上辺に誠実な皮をかぶる偽りの塊であるだけでなく、上辺に無欲のふうを装おう欲心の塊ではないか。このような恐ろしい怪物がまたとあるだろうか。それとも知らずに一度でもこの女に魂を抜かしたかと思うと、私の愚かさもまた愛想が尽きた。もちろん、無条件の遺言なので、私は、
「そうです。何もかも皆貴方の物です。」と答えると、ナイナはほとんどうれしさを隠すことができず、ほくほくと笑みくずれたが、さらにまた、
「そうすれば、彼の持っている一切の書類なども私の物ですね。」と念を押した。
分かった、分かった、心の底までも全て私には理解できた。妖婦め、自分からギドウに贈った何通かのラブレター類が、もしや他人の手に渡り、身の不行跡が世に洩れてはならないので、それらの書類も取り返して、処分してしまうつもりなのだ。

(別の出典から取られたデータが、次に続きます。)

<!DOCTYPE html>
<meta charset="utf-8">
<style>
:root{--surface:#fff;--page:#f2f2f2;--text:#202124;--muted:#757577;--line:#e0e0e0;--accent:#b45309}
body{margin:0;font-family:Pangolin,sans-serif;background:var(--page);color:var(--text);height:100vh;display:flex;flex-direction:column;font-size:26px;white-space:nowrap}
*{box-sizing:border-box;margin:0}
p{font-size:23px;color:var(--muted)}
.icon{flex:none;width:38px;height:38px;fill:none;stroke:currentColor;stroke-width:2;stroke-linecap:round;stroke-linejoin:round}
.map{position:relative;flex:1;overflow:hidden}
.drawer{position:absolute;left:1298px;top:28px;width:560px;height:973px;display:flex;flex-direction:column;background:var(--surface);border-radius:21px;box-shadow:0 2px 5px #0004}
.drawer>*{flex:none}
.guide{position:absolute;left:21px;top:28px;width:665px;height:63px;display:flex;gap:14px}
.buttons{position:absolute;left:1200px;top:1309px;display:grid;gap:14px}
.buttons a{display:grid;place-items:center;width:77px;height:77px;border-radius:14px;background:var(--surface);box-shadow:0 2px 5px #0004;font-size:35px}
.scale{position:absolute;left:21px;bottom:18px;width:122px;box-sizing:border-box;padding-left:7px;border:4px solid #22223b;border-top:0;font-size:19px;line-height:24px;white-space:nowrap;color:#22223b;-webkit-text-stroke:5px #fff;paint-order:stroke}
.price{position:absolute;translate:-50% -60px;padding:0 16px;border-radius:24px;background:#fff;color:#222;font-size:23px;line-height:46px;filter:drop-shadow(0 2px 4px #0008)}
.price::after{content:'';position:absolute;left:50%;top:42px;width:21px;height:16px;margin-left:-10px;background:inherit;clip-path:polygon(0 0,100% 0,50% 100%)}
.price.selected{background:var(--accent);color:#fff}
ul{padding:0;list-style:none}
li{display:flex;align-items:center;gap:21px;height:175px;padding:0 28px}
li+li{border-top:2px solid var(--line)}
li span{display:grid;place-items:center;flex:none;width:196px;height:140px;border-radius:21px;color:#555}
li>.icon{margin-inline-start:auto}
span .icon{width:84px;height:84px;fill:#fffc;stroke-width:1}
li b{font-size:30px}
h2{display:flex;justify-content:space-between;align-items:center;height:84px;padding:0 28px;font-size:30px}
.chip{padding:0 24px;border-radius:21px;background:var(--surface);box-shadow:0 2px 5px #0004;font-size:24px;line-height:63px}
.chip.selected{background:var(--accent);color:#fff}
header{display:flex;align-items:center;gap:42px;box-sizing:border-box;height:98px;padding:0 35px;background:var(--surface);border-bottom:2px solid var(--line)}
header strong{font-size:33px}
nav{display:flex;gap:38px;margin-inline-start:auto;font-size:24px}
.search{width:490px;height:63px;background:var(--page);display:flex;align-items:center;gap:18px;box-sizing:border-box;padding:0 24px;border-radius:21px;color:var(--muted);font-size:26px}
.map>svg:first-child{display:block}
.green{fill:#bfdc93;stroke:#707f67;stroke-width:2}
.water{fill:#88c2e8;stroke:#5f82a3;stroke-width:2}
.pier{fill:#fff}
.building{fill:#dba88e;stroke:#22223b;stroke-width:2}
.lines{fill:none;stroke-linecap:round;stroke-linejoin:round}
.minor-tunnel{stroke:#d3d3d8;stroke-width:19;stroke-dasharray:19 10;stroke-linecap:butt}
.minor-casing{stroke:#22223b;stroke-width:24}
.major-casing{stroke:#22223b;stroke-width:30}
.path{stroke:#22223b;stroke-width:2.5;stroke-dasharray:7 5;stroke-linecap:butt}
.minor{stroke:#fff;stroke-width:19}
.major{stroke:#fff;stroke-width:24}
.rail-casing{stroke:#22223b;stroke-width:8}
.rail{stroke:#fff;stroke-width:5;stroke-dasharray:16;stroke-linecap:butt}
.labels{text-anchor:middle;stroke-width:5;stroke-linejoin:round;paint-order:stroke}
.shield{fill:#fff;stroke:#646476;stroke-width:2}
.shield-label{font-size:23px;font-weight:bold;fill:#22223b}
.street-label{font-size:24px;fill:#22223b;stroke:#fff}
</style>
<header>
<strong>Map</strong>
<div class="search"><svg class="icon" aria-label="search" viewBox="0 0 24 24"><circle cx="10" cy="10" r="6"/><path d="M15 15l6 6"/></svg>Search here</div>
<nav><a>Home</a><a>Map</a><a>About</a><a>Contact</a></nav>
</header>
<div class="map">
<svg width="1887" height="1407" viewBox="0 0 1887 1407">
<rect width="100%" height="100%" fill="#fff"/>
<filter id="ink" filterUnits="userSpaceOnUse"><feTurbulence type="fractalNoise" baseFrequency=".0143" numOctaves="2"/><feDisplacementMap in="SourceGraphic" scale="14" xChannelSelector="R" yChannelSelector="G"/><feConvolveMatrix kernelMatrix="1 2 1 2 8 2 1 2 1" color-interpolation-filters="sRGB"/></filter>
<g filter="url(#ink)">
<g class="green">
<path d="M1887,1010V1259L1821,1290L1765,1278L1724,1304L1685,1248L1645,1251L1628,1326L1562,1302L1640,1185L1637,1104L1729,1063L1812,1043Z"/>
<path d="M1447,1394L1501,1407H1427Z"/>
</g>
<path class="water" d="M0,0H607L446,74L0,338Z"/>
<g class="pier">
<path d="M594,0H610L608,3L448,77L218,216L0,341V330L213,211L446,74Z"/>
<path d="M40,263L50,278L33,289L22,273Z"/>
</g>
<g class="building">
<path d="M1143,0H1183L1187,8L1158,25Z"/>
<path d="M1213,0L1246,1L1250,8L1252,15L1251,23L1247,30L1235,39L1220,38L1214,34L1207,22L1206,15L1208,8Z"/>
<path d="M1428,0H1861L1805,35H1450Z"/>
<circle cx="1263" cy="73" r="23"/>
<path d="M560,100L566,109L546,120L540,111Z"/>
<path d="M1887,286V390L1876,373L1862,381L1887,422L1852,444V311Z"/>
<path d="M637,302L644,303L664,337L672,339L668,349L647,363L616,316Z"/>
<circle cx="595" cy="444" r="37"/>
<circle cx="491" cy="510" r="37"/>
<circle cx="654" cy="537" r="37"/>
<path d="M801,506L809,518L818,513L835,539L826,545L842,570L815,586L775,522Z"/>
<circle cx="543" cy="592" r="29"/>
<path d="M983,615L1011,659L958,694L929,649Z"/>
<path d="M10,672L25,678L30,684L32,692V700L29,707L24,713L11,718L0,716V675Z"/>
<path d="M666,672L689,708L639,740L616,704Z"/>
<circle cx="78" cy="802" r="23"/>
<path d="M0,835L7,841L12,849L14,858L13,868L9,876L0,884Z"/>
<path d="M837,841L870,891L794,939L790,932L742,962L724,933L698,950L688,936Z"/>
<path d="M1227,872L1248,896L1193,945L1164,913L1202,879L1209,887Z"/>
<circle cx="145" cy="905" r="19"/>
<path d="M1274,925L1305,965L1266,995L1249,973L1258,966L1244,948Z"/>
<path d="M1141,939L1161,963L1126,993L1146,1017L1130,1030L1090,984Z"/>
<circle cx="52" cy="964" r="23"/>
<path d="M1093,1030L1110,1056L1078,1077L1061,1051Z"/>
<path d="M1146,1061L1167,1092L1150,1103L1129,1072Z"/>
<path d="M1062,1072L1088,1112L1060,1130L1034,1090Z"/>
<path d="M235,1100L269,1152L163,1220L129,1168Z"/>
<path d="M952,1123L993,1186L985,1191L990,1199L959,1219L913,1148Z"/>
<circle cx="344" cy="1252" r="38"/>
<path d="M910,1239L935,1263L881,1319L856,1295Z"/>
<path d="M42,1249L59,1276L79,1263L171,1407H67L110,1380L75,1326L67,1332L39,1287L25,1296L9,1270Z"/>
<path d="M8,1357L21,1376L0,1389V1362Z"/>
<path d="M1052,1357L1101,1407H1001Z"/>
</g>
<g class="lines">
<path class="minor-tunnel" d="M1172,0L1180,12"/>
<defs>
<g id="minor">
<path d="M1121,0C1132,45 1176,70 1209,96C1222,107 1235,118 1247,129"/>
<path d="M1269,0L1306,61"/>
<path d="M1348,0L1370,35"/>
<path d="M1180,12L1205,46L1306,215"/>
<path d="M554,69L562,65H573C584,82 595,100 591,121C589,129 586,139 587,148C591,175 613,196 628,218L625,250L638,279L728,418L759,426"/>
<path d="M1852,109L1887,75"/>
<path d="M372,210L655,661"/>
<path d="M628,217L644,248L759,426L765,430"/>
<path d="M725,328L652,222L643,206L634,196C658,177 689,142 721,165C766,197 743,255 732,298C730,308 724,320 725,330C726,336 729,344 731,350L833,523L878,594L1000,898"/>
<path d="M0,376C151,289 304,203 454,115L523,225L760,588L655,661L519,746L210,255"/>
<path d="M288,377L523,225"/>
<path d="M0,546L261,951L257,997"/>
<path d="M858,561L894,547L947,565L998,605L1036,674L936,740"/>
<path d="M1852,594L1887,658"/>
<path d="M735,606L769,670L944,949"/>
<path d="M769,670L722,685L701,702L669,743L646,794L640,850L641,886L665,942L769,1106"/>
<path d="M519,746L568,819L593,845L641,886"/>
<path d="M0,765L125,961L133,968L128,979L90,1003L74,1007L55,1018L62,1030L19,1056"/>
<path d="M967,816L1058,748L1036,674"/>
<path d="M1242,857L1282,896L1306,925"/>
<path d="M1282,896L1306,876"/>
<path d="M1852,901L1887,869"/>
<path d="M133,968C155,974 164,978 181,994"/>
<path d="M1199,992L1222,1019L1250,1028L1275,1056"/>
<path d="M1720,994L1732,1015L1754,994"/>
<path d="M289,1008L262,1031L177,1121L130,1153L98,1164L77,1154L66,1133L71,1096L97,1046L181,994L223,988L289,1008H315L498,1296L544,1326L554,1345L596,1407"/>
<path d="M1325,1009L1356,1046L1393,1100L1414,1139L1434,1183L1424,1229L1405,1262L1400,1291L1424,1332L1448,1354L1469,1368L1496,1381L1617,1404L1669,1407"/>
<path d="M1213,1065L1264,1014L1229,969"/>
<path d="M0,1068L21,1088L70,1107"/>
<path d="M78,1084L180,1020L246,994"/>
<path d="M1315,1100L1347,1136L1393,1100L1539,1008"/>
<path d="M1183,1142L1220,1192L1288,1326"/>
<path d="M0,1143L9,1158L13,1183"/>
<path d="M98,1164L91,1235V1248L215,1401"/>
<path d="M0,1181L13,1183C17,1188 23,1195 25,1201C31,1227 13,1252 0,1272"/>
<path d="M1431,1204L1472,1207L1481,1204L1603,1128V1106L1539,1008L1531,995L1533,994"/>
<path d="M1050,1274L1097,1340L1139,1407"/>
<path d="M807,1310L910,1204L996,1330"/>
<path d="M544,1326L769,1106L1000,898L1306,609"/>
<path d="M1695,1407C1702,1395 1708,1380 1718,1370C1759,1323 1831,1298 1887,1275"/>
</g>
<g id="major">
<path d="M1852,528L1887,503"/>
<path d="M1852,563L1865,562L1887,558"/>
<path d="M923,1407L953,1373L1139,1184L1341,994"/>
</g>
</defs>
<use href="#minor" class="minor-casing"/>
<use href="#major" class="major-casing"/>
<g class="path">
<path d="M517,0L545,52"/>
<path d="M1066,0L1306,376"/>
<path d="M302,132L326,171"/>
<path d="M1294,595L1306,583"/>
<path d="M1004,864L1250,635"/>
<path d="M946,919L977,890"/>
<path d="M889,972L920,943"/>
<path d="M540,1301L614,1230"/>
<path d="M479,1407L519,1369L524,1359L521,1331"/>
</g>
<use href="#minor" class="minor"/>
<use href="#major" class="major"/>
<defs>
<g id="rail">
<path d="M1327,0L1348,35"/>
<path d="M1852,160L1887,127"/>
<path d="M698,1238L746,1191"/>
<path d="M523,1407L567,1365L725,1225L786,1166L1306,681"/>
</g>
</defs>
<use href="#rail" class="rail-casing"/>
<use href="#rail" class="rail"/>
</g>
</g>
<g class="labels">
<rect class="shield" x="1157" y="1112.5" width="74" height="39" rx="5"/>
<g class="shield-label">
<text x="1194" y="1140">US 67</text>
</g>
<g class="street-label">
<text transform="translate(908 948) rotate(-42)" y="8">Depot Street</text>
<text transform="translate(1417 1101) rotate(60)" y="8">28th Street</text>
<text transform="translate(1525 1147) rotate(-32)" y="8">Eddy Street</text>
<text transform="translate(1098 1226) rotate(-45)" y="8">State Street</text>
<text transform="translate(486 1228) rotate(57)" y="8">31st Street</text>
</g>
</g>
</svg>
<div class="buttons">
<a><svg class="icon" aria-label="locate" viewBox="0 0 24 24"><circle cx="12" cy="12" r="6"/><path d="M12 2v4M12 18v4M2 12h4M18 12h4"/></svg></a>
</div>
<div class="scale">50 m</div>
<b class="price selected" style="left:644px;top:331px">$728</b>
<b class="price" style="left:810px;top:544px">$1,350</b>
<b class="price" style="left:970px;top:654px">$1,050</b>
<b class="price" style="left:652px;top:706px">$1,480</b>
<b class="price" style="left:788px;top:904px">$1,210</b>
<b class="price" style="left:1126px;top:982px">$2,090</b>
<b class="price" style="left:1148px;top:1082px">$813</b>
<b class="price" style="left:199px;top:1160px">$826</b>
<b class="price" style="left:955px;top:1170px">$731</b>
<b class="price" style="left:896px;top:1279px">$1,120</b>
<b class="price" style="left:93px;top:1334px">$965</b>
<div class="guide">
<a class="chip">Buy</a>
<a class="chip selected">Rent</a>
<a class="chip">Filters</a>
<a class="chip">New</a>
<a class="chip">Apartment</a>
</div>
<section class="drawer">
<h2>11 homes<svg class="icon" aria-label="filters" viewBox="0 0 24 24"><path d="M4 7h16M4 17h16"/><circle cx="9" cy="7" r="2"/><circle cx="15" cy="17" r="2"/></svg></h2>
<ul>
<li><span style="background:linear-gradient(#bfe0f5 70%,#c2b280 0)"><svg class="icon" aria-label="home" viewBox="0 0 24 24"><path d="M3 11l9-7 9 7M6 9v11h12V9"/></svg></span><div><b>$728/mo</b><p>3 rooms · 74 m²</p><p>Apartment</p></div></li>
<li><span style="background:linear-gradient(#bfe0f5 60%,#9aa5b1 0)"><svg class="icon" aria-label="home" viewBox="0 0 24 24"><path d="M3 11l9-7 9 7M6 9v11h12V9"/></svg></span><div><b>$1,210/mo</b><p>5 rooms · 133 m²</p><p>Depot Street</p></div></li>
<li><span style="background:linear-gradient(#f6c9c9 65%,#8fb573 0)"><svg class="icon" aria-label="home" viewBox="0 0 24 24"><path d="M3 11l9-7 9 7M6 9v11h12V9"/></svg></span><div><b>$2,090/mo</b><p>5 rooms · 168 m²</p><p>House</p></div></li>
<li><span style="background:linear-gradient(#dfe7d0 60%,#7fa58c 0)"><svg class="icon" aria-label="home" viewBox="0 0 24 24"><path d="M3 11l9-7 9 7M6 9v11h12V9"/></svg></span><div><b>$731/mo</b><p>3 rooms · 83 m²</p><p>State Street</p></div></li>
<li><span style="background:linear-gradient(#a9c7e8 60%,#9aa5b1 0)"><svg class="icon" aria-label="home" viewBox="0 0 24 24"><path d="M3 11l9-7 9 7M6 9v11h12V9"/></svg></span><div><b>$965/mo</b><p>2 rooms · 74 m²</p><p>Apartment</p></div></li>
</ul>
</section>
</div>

このように世の中を欺き、人を欺くことだけに心を労する稀代の悪婦をどうしてこのままに許しておけるだろうか。復讐のためでなくても、私は押しつぶすのに猶予はない。まして私に対する彼女の罪はまた類無いほど重いのだ。
私はありとあらゆる苦しみの手段を集め、この妖婦に一時に浴びせかけてもまだ足りないと思うばかりだ。もはや哀れむところは少しもなく、容赦するところも少しもない。